I should be thankful, really. I watch too much damn TV anyway.

7 thoughts on “FEAR THE SPIN-OFF!

  1. I am in the minority of everyone I know who watches these sorts of shows in that I don’t mind FTWD all that much. Sure, it’s filled to the brim with run-of-the-mill L.A.-neighborhood stereotypes and contains far too many tracking shots of L.A. scenery in order to constantly remind the viewer that, “hey, this is SET IN LOS ANGELES in case you couldn’t remember!” There are also predictable foreshadowing bits that are par for the course in Hollywood (the literature lesson, the signaling mirror across the way).
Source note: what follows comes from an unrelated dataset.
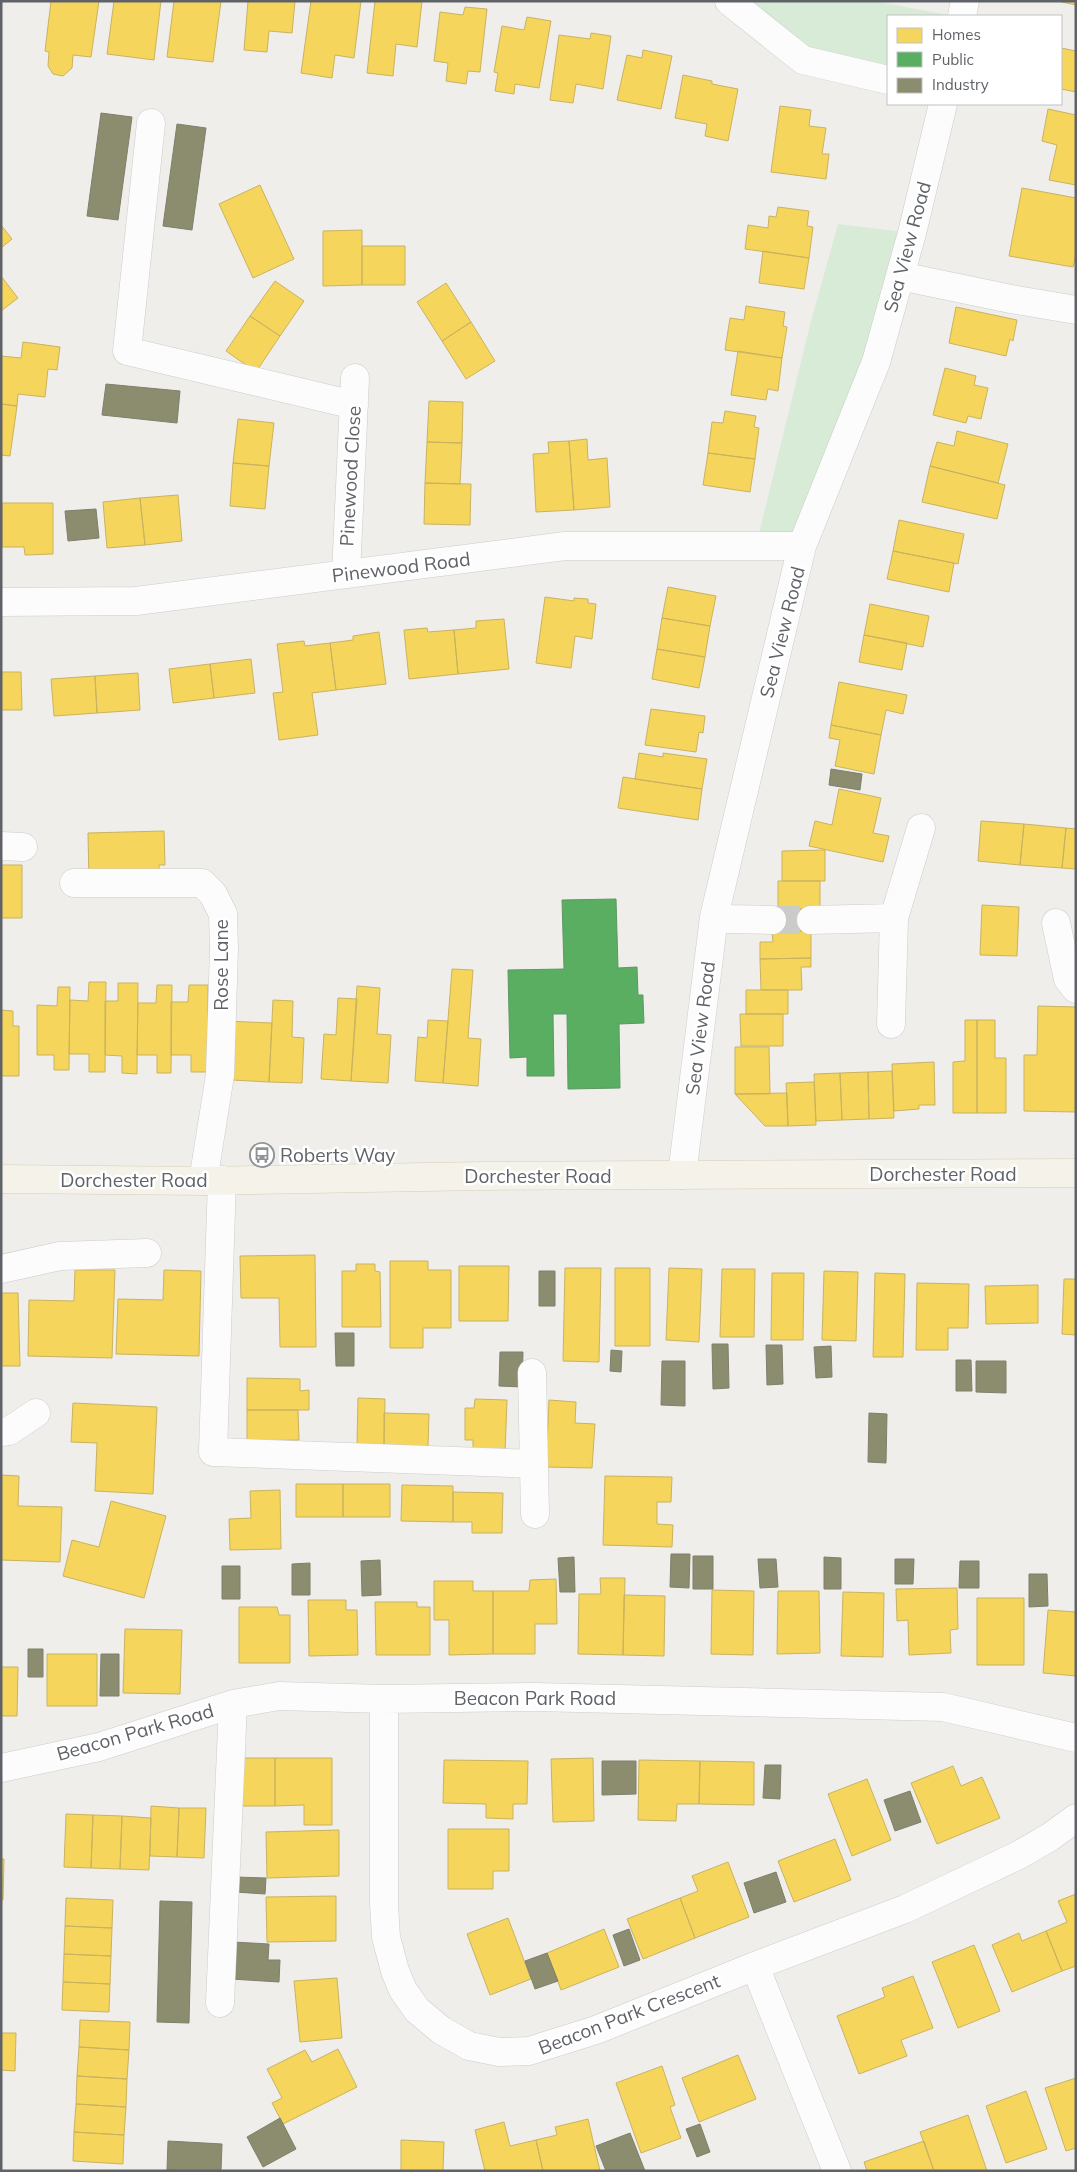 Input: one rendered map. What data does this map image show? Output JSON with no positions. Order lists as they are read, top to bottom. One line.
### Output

That aside, I thought the idea of the drug addict as an initial “witness” was interesting, and I appreciate the fact that FINALLY people are reacting in a manner that would be believable should there ever be an honest to God zombie epidemic, of all things. The very idea is fantasy, just absurd (the virus reanimates the dead for shit’s sake — seriously, think about it), so I believe characters ought to have a very hard time grasping it, even when it is right there in front of them. Like the bit involving the Chinese neighbor — If we didn’t know what was happening, there were no answers just yet, would we actually treat her like a zombie or as a poor, infected neighbor who’d been good to us for a long time? I like the nontraditional family dynamic, too. For instance, the take-’em-for-me bit with the two mothers, women who didn’t care for each other but were begrudgingly in each other’s lives, was well-thought. FTWD has good intentions, but like everything written for the masses, it’s not without its tropes and expectations (cheap thrills). It’s hardly sophisticated entertainment.

    Liked by 1 person

    1. When the show first started I thought it was going to be a fairly interesting sort of mood piece…maybe something a bit more cinematic than The Walking Dead. Now it’s like watching circus clowns burn the tent down (for myself anyway). Humbug! Lol thanks for reading as always.

      Liked by 1 person

  2. Also, I know that you’re in the “pop culture universal knowledge base” camp in terms of characters accepting what’s happening, but I lean to the Lost Boys for that sort of thing. I think the kids would be more inclined to accept what’s happening as a zombie apocalypse (as ridiculous as it is), and the adults…well…not so much. I’m tired of characters instantly accepting what is fantastic to begin with (I guess it’s why I like The Strain, too — Eph is only convinced by later evidence).

    Liked by 1 person

    1. Not so much as instantly accepting…its the lack of the show itself not dealing with a certain pop culture inside thing. They literally act like it never existed (their words) but for the viewer it does. Heck, a character could have turned around at any point and said “you’re not actually trying to sell me that this night of the Living dead bullshit is actually happening?” And I would be satisfied. It’s just the act of skipping over it entirely that I disagree with. Sometimes a wink or two at the camera is okay. 😉

      Liked by 1 person

      1. The annoying, adult-looking “kid” in the office, the one who had his tiny knife confiscated, never mentioned “zombie,” but I felt he was of that knowledge base from the get-go, the token harbinger of something “horrible” coming. Also, remember that in this world, no one ever mentions the word “zombie” or even “undead” anyway. I wonder what they’ll call them in L.A. (“walkers” and “biters” being clearly taken).

        Liked by 1 person

  3. In LA they’re just called bath salt junkies. I think my whole issue might stem from nobody — not on the parent show or on the production end of this thing — acknowledging Romero in any way, only Darabont and he’s long gone. I think it’s a rotten thing for them to do especially with them making money hand over fist off of the guy.